Parent Christine Carlson was one of several speakers who urged the SRC to reconsider the plan, however.

“I just hope your heads don’t fall prey to the corporate-speak that has been brought upon us and infused into this transformational blueprint,” Carlson said.

“Putting the onus of accountability on outside management companies only serves to relieve the District and the city from its responsibility of being held accountable to its public schools.”

Others decried the reorganization plan as a missed opportunity and a repeat of the District’s failed experiment with educational management organizations after the state takeover in 2002.

“I feel like we got a bait and switch,” said parent activist Helen Gym in her testimony. Gym is also a Notebook leadership board member.

“If you had given us $1.4 million, eight weeks of time, and access to your staff, we would darn well have come up with a better plan,” said Gym, referring to the role of the Boston Consulting Group in developing the District’s transformation blueprint.

The commissioners, however, stressed that the plan was still in development.

“I want to think more about what plan we have, what about it is useful, and what about it might be in the way of what it’s aiming to do,” said Commissioner Lorene Cary. “That’s what this time is about.”

Other news from the budget discussion included:

  • Current Promise Academies will continue to operate next year, but with reduced support.
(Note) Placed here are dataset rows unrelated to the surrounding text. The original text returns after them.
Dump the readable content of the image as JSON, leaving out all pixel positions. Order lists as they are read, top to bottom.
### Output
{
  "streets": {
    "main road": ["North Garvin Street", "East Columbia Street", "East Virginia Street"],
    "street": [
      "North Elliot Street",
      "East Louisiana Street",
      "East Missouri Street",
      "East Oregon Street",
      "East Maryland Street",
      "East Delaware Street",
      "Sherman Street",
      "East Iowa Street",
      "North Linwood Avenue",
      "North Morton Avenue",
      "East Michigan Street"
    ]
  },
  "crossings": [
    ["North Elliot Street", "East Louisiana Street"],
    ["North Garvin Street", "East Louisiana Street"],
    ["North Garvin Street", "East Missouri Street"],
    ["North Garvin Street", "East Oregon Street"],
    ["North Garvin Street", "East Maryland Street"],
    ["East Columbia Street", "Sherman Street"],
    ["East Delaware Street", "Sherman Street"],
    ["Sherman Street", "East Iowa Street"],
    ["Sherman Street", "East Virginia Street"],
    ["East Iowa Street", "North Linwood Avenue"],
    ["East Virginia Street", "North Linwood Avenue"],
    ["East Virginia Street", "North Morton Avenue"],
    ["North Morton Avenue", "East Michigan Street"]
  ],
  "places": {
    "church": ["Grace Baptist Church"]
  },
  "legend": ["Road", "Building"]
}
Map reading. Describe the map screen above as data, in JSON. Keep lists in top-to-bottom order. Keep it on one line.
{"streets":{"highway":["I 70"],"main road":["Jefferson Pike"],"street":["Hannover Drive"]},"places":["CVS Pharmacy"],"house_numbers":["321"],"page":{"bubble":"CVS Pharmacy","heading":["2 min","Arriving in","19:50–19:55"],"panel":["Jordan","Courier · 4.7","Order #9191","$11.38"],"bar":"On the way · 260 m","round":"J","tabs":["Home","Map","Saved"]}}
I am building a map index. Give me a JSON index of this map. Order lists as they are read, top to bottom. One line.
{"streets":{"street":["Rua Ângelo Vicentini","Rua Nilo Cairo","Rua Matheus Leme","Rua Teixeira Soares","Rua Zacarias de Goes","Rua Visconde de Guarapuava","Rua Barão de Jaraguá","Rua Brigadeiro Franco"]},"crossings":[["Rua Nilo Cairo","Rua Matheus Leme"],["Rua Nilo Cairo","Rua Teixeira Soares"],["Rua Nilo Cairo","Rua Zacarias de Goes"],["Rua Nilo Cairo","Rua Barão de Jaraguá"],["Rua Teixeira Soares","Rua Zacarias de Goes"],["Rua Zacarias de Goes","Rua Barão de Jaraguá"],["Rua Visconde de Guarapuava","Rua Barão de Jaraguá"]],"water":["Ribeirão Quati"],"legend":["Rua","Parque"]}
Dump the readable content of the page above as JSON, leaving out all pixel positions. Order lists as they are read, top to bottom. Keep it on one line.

Staff would not commit to the further expansion of the District’s internal school turnaround model for 2013 and beyond, but Knudsen said he anticipated that there would likely be additional schools recommended for conversion to Renaissance charters next year.
  • CAO Penny Nixon said the District hopes to have all teachers assigned to classrooms by June 30 this year and that a new “blended” model of professional development including online courses would be rolled out shortly afterwards.
  • Summer school will be eliminated for all students except those who need it to graduate or are in grant-funded summer school programs.
  • OverNearly 100 “supplementary” counselor positions will be eliminated. Knudsen did not explain what made a counselor supplementary.